> WORK REQUEST:
From the records below, work out how many lines contain "shop". Reply with that number alone.

> DATA SHOWN:
···
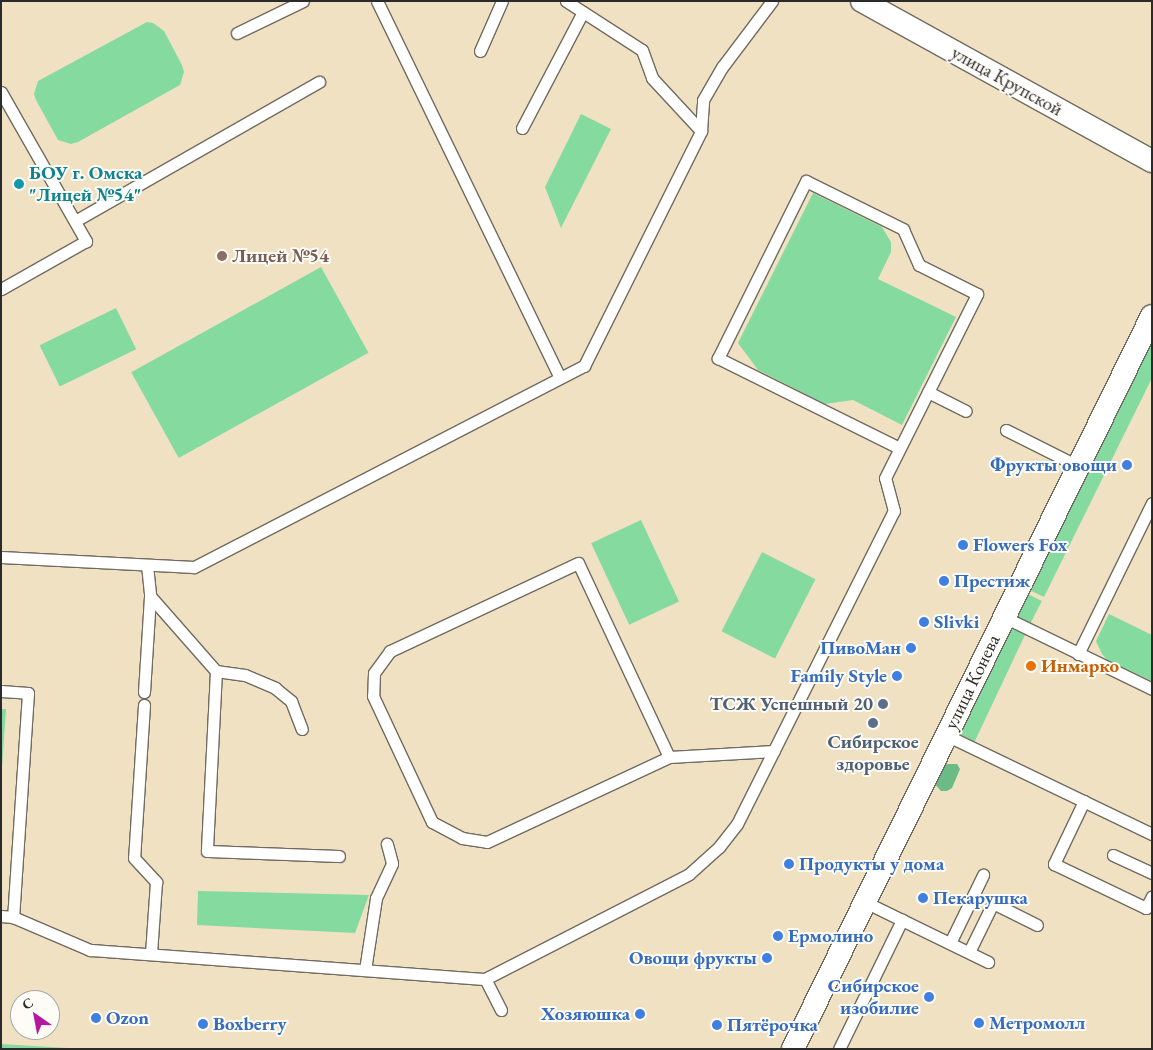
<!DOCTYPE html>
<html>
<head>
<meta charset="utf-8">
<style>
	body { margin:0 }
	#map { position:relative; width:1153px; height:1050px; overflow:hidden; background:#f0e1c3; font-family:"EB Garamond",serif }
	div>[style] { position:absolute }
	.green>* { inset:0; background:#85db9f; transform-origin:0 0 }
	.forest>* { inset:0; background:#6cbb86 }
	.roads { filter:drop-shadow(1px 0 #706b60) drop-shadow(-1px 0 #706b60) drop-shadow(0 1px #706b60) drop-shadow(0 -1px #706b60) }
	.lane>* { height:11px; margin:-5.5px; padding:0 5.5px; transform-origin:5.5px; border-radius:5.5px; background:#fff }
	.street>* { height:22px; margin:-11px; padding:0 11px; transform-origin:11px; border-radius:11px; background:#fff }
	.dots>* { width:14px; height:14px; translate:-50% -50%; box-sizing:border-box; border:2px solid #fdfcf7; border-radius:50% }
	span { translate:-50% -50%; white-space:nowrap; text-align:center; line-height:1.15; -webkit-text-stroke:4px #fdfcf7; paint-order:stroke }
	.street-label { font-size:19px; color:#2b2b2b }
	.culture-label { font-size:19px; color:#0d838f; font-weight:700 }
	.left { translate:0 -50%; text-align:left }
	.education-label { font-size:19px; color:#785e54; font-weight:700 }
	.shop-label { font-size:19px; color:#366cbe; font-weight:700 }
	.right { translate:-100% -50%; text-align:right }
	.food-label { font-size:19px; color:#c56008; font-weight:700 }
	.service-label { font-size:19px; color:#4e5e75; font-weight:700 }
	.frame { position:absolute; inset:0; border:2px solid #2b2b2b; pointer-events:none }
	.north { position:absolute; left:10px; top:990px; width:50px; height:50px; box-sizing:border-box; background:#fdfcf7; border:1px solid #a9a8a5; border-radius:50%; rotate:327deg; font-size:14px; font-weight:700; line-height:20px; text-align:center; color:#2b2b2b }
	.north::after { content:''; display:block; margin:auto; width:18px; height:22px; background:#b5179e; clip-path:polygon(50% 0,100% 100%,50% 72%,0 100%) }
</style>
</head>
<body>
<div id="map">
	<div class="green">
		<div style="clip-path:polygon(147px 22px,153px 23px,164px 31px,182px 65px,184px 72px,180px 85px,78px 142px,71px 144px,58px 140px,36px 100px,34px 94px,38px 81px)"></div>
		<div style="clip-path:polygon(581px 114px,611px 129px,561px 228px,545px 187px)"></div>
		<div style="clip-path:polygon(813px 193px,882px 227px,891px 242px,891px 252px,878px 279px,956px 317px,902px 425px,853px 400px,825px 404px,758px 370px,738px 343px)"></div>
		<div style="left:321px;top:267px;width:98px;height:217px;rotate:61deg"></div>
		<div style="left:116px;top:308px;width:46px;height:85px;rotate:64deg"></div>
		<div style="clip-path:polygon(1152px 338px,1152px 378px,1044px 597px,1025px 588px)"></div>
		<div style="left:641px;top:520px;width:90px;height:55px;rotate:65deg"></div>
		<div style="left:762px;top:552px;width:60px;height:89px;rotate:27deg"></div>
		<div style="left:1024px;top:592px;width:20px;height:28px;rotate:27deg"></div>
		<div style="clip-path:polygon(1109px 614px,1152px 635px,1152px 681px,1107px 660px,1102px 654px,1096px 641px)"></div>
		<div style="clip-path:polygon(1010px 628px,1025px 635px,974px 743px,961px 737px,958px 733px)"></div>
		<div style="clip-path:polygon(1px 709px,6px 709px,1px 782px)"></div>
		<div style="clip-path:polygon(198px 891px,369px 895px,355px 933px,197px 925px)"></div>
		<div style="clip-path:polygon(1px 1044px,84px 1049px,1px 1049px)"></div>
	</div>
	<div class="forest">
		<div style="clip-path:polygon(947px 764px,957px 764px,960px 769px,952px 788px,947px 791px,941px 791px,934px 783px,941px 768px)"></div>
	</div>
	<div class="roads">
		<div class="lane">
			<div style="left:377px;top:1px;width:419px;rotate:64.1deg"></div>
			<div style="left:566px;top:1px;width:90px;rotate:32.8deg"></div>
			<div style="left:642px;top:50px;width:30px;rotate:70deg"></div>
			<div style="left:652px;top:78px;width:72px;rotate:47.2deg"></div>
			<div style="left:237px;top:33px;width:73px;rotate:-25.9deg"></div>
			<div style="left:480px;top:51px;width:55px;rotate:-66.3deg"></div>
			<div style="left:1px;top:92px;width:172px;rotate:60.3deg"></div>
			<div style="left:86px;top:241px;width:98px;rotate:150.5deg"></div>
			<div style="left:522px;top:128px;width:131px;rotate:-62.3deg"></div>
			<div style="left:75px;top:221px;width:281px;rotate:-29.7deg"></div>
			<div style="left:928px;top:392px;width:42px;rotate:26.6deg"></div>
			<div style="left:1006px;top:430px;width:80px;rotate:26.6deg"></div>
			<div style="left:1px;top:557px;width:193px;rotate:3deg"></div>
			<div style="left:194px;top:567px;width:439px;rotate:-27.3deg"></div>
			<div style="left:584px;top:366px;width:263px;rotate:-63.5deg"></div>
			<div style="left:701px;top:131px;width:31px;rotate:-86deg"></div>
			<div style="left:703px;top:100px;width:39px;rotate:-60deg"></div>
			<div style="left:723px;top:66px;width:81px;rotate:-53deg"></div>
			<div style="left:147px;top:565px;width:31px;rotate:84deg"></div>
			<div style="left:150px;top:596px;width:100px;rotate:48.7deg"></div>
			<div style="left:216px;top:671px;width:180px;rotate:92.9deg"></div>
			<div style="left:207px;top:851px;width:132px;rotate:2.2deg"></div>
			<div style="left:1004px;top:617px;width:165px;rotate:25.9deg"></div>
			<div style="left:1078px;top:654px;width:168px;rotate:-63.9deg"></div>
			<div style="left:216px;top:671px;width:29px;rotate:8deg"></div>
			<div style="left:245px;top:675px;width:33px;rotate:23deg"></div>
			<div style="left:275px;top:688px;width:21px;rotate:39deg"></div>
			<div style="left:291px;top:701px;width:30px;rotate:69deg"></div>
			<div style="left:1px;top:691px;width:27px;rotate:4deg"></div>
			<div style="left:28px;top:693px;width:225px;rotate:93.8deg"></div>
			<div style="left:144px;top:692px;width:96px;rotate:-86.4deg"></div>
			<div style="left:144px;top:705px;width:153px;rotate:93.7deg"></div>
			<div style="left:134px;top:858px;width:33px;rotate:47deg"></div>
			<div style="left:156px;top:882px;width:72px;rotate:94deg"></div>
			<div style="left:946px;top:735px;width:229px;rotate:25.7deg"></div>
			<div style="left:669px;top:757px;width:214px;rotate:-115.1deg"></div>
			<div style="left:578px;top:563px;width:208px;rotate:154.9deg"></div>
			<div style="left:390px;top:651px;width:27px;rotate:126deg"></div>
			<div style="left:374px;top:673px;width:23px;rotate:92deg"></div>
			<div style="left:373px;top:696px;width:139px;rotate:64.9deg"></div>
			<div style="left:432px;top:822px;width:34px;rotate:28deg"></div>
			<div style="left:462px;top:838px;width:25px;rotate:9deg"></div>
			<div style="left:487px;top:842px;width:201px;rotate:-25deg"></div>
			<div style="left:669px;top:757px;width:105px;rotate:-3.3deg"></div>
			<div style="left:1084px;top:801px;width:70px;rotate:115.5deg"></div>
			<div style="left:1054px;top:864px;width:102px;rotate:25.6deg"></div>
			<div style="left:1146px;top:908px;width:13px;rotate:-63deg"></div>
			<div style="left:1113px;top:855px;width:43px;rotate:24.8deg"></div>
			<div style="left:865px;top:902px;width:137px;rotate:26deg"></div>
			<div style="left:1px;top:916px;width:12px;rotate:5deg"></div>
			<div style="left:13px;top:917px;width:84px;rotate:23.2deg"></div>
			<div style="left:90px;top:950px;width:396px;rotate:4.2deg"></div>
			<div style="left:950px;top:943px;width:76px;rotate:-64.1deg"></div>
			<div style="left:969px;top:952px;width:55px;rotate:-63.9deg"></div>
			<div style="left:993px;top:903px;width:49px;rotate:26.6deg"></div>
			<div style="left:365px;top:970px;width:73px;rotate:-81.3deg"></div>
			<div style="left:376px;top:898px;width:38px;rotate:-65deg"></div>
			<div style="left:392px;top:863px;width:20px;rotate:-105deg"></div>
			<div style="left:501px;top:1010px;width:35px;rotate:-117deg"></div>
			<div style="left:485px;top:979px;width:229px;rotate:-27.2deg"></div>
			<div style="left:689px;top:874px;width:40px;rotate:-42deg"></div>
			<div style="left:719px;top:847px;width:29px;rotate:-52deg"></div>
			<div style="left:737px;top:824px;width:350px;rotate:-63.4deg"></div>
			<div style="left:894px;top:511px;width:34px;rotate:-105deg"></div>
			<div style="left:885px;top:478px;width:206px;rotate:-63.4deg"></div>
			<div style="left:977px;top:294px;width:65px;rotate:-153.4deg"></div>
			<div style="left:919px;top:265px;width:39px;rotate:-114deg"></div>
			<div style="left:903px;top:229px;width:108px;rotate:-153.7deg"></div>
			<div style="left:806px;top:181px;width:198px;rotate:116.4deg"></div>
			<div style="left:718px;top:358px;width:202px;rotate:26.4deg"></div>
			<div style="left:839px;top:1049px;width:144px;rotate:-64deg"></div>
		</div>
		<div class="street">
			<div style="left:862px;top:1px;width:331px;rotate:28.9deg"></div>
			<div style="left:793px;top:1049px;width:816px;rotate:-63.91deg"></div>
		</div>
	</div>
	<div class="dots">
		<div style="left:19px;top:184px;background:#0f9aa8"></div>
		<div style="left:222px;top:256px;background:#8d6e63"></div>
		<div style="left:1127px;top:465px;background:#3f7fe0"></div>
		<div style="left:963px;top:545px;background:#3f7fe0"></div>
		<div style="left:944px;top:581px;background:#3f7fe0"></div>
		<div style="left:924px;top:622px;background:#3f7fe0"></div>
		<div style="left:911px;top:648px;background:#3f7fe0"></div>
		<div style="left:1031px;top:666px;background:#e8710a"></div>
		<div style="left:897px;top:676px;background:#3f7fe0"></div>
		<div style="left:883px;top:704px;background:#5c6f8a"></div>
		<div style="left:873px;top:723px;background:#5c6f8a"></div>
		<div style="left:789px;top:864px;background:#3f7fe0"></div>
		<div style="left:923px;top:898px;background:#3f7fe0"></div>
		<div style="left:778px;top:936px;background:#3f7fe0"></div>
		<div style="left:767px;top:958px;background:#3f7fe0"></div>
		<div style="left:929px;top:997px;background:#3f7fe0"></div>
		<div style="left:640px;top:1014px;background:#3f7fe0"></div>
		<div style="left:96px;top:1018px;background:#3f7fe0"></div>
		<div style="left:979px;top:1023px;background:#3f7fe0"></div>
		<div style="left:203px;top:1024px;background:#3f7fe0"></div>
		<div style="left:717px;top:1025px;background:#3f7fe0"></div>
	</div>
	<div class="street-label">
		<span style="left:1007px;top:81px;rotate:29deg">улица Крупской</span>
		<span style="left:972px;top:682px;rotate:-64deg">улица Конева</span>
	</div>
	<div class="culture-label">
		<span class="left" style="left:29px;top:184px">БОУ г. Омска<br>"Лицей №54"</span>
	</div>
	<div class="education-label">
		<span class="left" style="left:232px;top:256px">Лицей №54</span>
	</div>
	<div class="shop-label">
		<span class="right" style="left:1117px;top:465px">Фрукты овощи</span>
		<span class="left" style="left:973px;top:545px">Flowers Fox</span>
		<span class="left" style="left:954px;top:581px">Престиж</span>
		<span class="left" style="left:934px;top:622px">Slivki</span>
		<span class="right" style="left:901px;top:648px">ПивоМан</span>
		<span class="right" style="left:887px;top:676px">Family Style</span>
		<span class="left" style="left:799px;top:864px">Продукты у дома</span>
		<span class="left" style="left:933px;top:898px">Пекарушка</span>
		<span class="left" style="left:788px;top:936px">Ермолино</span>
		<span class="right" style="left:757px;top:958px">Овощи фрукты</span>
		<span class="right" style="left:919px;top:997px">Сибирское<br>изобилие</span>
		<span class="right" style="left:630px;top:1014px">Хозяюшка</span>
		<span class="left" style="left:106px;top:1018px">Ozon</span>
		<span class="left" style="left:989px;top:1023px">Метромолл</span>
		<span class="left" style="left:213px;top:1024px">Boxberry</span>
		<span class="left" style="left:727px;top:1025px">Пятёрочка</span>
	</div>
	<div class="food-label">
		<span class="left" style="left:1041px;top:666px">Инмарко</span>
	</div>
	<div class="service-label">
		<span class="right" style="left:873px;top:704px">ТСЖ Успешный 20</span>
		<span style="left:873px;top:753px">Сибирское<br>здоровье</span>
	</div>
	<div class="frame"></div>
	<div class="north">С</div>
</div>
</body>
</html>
···
> TASK ANSWER:
2